WHAT IS EXPECTED: Nothing but the lines from the one containing "Find all text" through the final line of the listing should appear in the answer, each exactly as written.

PROVIDED RECORDS:
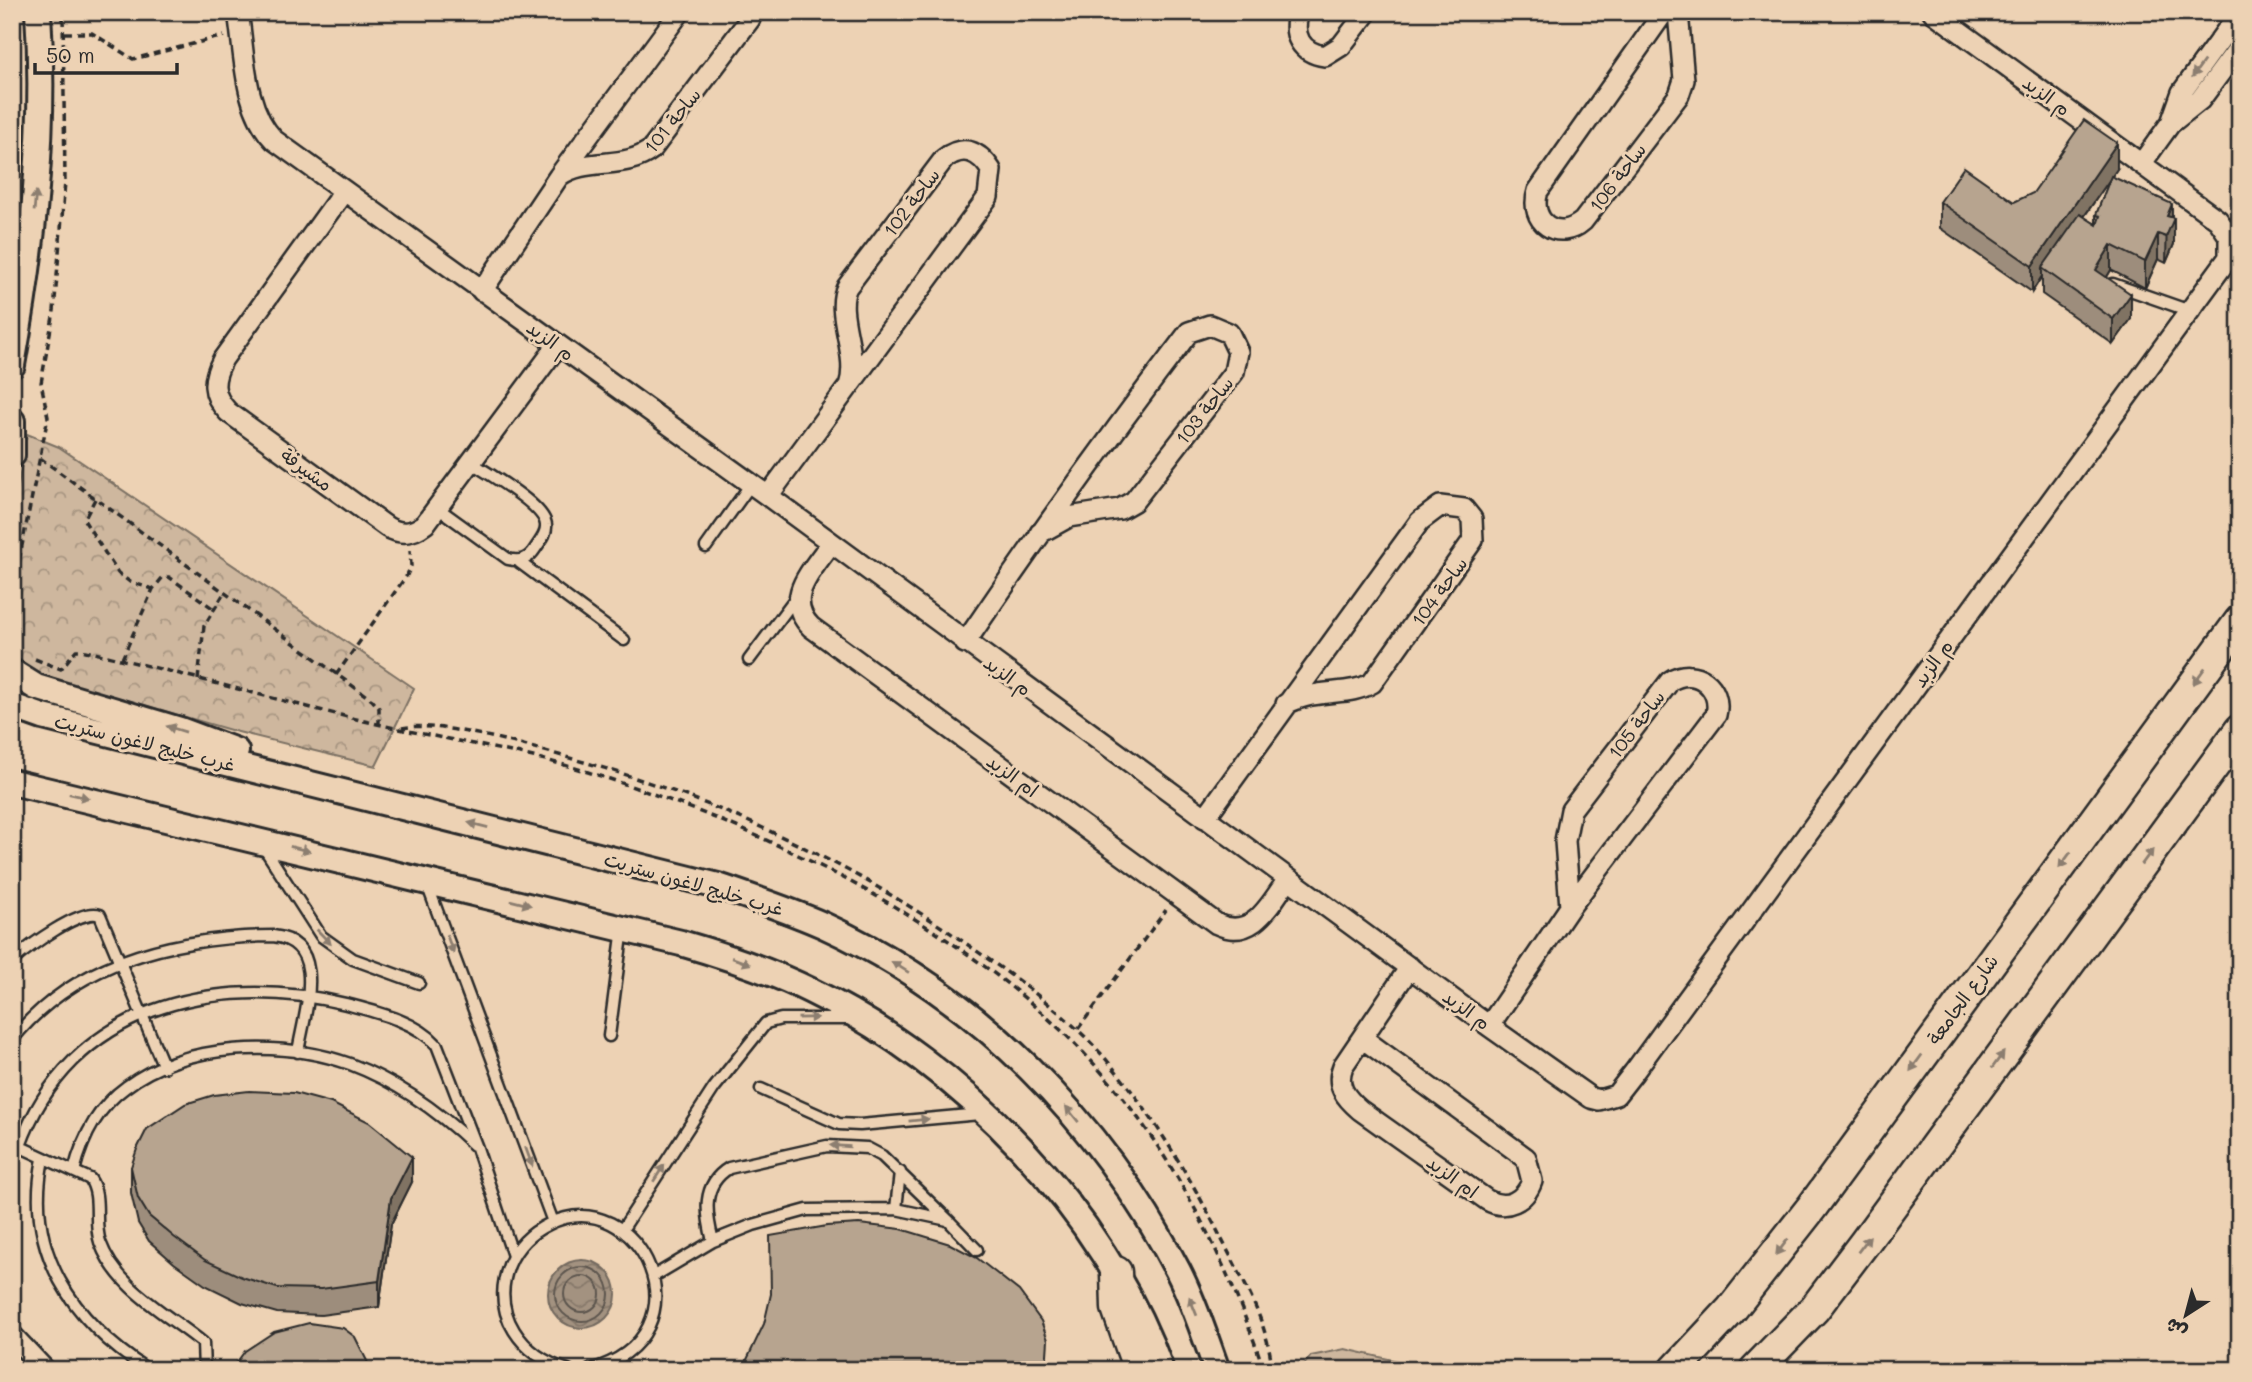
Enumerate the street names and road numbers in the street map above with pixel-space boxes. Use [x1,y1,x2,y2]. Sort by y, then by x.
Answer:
street label: م الزبد [2016,69,2076,123]
street label: ساحة 101 [638,82,706,158]
street label: ساحة 106 [1583,137,1651,217]
street label: ساحة 102 [877,163,945,241]
street label: م الزبد [520,314,580,368]
street label: ساحة 103 [1170,371,1238,449]
street label: مشيرفة [276,442,338,496]
street label: ساحة 104 [1405,551,1473,631]
street label: م الزبد [1906,634,1960,694]
street label: م الزبد [977,649,1037,703]
street label: ساحة 105 [1602,685,1670,763]
street label: غرب خليج لاغون ستريت [52,707,238,778]
street label: ام الزبد [980,748,1044,805]
street label: غرب خليج لاغون ستريت [601,845,787,922]
street label: شارع الجامعة [1921,949,2005,1050]
street label: م الزبد [1436,983,1496,1037]
street label: ام الزبد [1420,1149,1484,1206]

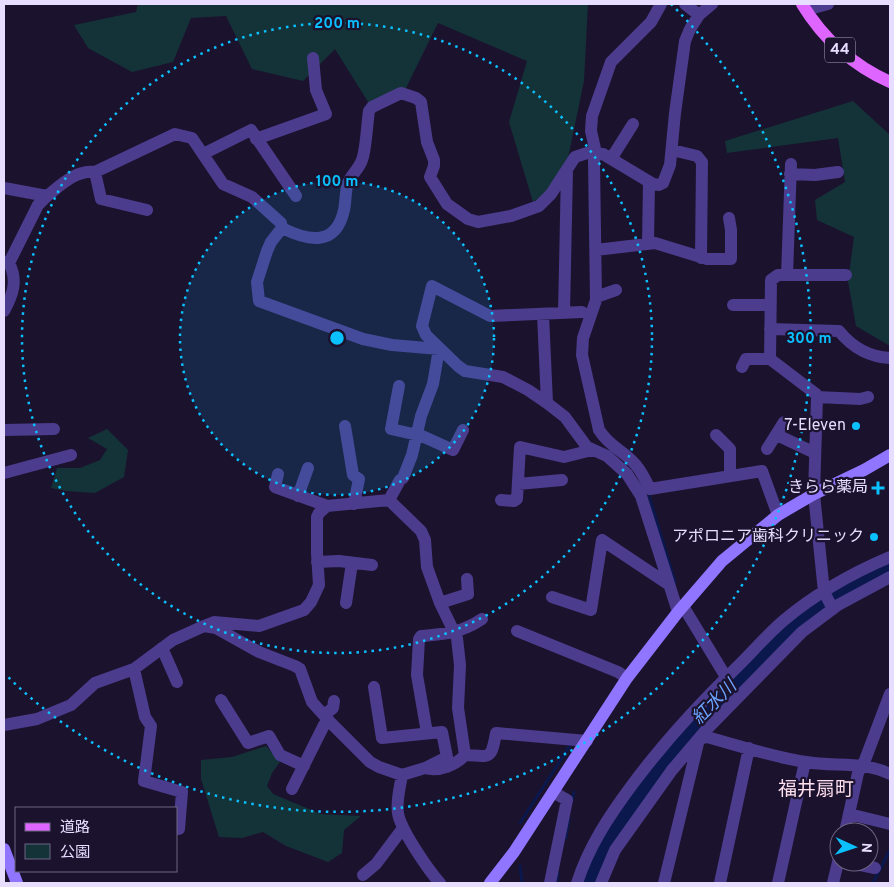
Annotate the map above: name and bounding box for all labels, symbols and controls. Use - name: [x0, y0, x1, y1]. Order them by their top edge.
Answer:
- text: 200 m: [314, 15, 360, 34]
- road number: 44: [825, 38, 855, 62]
- text: 100 m: [316, 173, 358, 192]
- centre of rings: [328, 329, 346, 347]
- text: 300 m: [786, 330, 832, 349]
- place label: 7-Eleven: [784, 416, 846, 436]
- marker: 7-Eleven: [850, 420, 862, 432]
- place label: きらら薬局: [788, 478, 868, 498]
- marker: きらら薬局: [872, 482, 884, 494]
- place label: アポロニア歯科クリニック: [672, 527, 864, 547]
- marker: アポロニア歯科クリニック: [868, 531, 880, 543]
- water label: 紅水川: [688, 674, 744, 730]
- district label: 福井扇町: [778, 778, 854, 802]
- legend: [15, 807, 178, 872]
- text: 道路: [60, 819, 90, 838]
- north arrow: [829, 822, 879, 872]
- text: N: [857, 842, 874, 853]
- text: 公園: [60, 844, 90, 863]

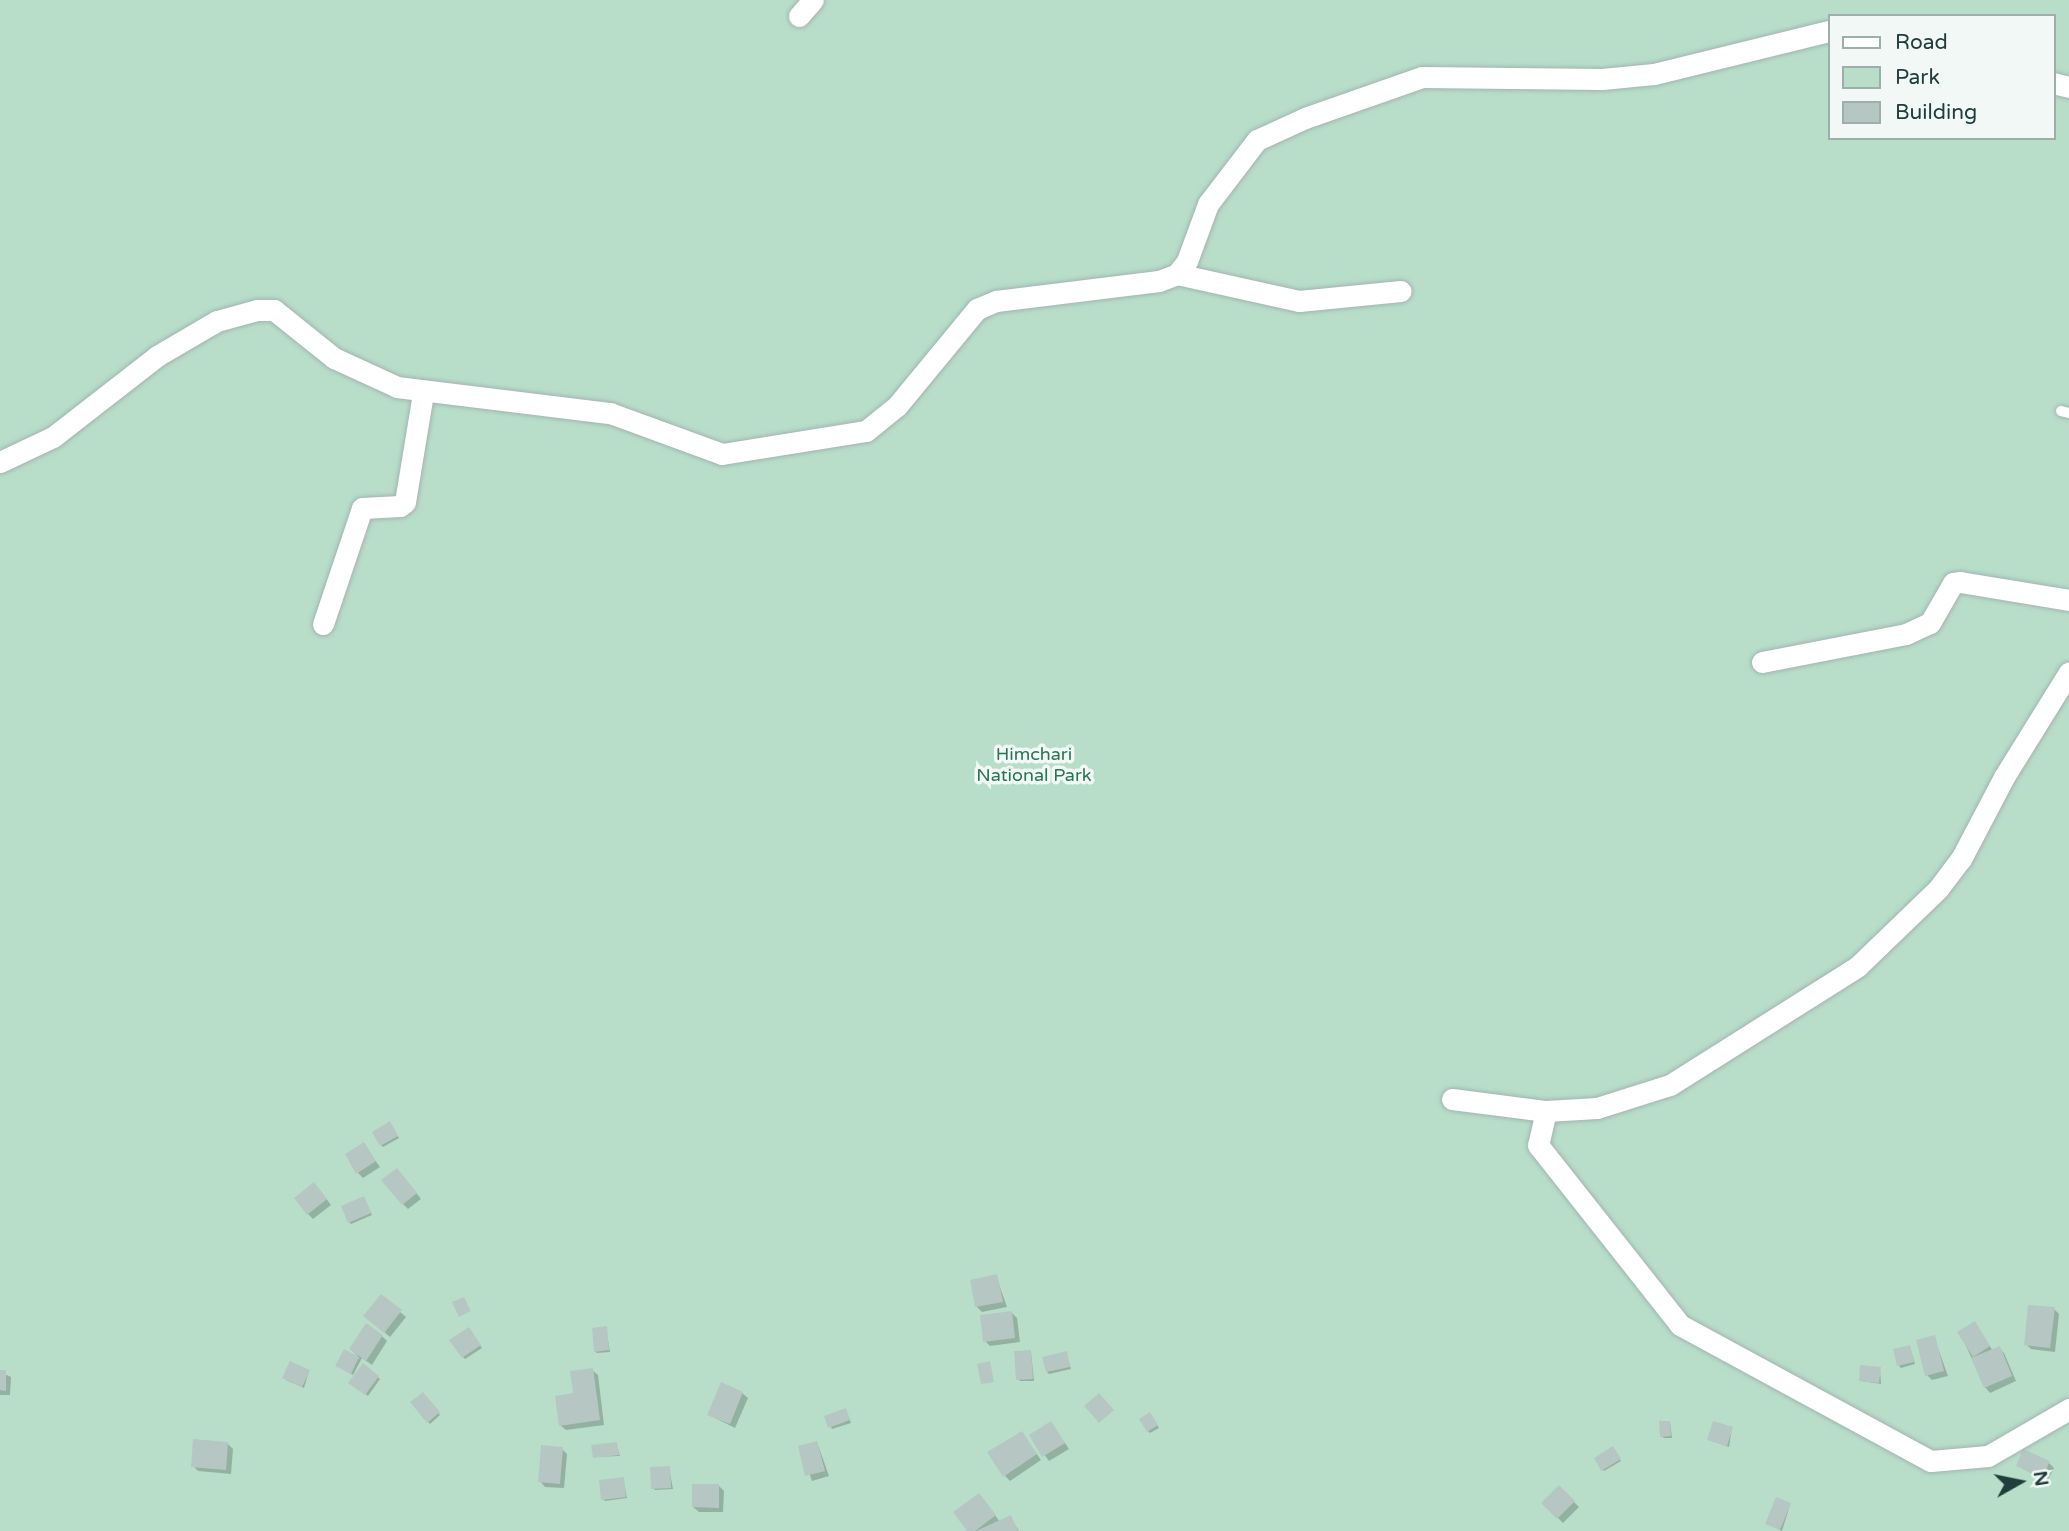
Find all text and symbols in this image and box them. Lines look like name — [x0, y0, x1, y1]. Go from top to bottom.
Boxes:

FINISHED TASK:
Find all text and symbols in this image and box them. Lines look like name — [x0, y0, x1, y1]. Go from top to bottom.
Boxes:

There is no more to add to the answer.